29 Ocak 2011 Cumartesi

GURBET KUŞLARI...

Yaşadığımız günler okul tatillerinin yaşandığı günler.İlk, orta öğretimlerin ve üniversitelerin yarıyıl tatilleri yaşanmakta. Hafta sonuyla gelen tatil gününde sanırsınız ki herkes bir yereden bir yerlere göç ediyor...Göçmen kuşların gruplar halinde gezdikleri gibi, insanlar kalabalıklar halinde bir yerden bir yerlere gidiyorlardı.Ben de çocuklarımı görmek üzere yola çıkmış olduğum için bu kalabalık grubun içinde sürüklendim durdum bir süre...

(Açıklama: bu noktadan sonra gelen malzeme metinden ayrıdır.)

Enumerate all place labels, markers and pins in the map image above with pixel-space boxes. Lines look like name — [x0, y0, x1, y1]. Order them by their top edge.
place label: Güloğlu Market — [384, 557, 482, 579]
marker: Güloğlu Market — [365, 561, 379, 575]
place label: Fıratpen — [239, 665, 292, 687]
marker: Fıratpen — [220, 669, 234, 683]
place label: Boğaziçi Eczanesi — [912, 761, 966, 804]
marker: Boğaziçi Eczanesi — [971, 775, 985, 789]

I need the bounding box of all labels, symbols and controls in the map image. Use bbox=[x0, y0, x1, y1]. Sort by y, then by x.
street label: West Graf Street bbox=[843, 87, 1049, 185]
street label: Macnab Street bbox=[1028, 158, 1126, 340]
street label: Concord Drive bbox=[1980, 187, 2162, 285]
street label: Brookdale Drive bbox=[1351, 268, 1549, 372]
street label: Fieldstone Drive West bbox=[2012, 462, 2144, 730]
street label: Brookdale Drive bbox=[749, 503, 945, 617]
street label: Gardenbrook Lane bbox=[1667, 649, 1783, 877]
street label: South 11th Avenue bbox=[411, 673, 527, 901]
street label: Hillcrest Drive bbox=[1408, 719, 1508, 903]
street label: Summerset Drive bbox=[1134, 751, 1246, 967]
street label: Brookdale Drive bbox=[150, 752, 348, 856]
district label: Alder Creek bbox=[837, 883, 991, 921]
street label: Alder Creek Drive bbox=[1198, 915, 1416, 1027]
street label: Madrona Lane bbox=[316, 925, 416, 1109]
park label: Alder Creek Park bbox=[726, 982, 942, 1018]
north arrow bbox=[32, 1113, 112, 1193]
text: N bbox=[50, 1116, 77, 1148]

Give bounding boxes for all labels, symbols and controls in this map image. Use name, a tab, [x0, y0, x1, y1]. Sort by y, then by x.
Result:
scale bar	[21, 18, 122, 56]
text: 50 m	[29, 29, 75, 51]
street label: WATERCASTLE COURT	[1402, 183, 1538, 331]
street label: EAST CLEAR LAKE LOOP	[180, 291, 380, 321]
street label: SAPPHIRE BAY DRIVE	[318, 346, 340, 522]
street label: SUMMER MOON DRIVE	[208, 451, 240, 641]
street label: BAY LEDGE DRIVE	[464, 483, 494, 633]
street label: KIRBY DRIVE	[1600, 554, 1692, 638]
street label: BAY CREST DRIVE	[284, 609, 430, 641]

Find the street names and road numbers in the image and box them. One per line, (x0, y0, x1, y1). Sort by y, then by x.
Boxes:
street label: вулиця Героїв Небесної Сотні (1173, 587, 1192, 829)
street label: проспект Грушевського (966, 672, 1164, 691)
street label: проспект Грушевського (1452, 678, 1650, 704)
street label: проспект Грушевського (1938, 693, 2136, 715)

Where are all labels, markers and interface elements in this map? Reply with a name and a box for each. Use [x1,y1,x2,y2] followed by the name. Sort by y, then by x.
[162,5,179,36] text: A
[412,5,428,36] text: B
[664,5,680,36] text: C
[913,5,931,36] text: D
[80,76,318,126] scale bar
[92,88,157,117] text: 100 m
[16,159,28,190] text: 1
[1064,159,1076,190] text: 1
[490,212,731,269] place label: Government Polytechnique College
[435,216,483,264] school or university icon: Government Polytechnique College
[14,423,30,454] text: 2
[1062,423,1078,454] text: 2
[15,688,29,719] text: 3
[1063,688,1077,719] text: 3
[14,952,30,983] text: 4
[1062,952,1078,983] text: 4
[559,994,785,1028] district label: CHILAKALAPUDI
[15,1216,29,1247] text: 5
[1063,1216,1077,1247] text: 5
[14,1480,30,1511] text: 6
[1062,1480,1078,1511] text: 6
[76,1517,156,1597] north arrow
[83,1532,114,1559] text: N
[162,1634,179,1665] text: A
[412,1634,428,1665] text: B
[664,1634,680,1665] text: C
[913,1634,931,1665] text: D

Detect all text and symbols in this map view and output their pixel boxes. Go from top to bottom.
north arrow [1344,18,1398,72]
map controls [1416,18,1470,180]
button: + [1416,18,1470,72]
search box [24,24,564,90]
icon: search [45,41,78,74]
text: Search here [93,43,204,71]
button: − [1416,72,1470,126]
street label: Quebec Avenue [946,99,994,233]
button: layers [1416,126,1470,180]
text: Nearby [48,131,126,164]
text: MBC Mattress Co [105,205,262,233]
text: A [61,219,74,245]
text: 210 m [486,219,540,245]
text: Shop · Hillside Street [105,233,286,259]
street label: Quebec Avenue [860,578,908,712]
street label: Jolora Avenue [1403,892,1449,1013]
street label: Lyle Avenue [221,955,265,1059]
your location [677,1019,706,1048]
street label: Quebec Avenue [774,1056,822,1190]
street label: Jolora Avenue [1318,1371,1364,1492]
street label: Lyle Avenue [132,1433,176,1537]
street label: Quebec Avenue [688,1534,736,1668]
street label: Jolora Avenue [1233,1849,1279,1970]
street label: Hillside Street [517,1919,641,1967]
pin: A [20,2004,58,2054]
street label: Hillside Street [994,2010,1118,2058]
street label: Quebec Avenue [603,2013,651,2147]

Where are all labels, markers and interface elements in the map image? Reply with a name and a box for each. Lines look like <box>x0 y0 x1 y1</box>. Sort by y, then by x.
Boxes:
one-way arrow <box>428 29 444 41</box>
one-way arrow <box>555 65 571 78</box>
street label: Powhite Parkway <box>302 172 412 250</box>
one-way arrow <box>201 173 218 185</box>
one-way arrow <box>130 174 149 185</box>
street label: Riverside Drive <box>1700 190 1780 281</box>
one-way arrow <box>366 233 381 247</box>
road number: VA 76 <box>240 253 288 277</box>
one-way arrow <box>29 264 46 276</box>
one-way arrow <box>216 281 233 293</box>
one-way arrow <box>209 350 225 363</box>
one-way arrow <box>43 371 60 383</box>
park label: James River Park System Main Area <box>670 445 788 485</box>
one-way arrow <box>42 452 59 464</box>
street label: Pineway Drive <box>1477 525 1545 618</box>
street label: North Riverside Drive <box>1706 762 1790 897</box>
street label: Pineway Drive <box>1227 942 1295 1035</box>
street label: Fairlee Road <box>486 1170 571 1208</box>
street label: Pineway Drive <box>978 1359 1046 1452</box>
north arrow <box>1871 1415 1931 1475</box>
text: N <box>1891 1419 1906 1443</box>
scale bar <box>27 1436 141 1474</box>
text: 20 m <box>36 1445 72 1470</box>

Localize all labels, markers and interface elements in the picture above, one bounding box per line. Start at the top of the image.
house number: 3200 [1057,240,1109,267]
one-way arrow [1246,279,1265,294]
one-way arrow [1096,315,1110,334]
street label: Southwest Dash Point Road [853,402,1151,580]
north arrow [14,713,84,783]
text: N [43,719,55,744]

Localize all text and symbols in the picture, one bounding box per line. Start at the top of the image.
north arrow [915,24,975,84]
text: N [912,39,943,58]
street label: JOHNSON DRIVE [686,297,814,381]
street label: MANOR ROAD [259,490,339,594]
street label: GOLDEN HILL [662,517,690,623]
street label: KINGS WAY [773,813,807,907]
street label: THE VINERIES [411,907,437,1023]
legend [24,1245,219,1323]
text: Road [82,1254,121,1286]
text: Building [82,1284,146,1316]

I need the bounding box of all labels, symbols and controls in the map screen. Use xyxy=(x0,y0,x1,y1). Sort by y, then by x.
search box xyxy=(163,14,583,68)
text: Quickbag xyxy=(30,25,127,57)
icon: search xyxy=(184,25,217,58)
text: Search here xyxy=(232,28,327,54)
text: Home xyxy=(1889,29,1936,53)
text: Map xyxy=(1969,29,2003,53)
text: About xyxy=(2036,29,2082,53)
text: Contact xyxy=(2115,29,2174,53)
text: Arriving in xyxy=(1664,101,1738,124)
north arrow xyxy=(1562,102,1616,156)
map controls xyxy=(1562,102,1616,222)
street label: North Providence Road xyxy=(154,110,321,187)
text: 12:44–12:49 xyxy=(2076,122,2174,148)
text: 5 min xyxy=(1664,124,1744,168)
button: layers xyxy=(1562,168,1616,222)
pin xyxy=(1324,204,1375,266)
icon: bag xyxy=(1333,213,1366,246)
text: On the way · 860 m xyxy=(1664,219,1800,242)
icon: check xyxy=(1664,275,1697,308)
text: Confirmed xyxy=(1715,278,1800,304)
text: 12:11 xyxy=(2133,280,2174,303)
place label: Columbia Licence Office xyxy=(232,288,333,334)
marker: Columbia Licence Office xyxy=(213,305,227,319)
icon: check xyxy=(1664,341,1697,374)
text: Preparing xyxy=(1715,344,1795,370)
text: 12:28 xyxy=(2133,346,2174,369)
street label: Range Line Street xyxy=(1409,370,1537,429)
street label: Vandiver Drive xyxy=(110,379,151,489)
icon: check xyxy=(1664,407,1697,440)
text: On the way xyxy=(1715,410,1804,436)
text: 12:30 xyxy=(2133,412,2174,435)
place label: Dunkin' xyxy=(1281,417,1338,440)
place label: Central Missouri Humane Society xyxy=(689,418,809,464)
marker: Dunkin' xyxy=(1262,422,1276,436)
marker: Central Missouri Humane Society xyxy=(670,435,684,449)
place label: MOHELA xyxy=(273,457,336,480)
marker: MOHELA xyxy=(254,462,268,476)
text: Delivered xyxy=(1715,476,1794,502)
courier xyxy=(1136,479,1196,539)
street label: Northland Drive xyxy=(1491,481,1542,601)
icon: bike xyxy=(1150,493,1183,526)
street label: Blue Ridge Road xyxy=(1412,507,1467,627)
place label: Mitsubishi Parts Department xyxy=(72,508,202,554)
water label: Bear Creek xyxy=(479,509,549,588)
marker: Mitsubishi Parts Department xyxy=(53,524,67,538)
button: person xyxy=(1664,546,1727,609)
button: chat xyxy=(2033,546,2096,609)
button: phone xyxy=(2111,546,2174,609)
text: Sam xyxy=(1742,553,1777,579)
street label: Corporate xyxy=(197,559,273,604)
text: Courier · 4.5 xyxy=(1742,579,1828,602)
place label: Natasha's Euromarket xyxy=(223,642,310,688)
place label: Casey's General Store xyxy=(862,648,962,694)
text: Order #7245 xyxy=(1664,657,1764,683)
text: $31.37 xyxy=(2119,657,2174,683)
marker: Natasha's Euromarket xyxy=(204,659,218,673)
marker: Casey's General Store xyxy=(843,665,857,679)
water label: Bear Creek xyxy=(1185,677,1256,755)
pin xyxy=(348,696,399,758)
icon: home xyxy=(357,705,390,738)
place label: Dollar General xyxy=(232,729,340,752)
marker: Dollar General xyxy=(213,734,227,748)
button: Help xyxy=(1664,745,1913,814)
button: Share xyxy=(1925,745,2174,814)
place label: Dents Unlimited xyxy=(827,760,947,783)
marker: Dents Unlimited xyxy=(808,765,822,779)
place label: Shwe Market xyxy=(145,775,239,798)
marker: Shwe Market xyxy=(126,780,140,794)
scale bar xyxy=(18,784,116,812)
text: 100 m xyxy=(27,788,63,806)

Üniversiteyi ailesinin yanında okuyan şanslı insanlardanım. Gurbetlik duygusunu en azından o yaşlarda yaşamaya başlamadım. Evlenip,çoluk çocuğa karıştığım ilk sekiz sene de memleketimdeydim. 1991 yılında hayat şartları bizi Nazilli’de yaşamaya doğru harekete geçirdi. O yıl, Ankara’dan Nazilli’ye göçettik. Resmen göç yaşadık çünkü taşınmaya karar vermemizle taşınmamız arasında bir ay gibi kısa bir süre vardı.Her şey öyle hızlı gelişti ki kimse daha ne olduğunu anlamadan biz Nazilli’ye yerleşmiştik bile...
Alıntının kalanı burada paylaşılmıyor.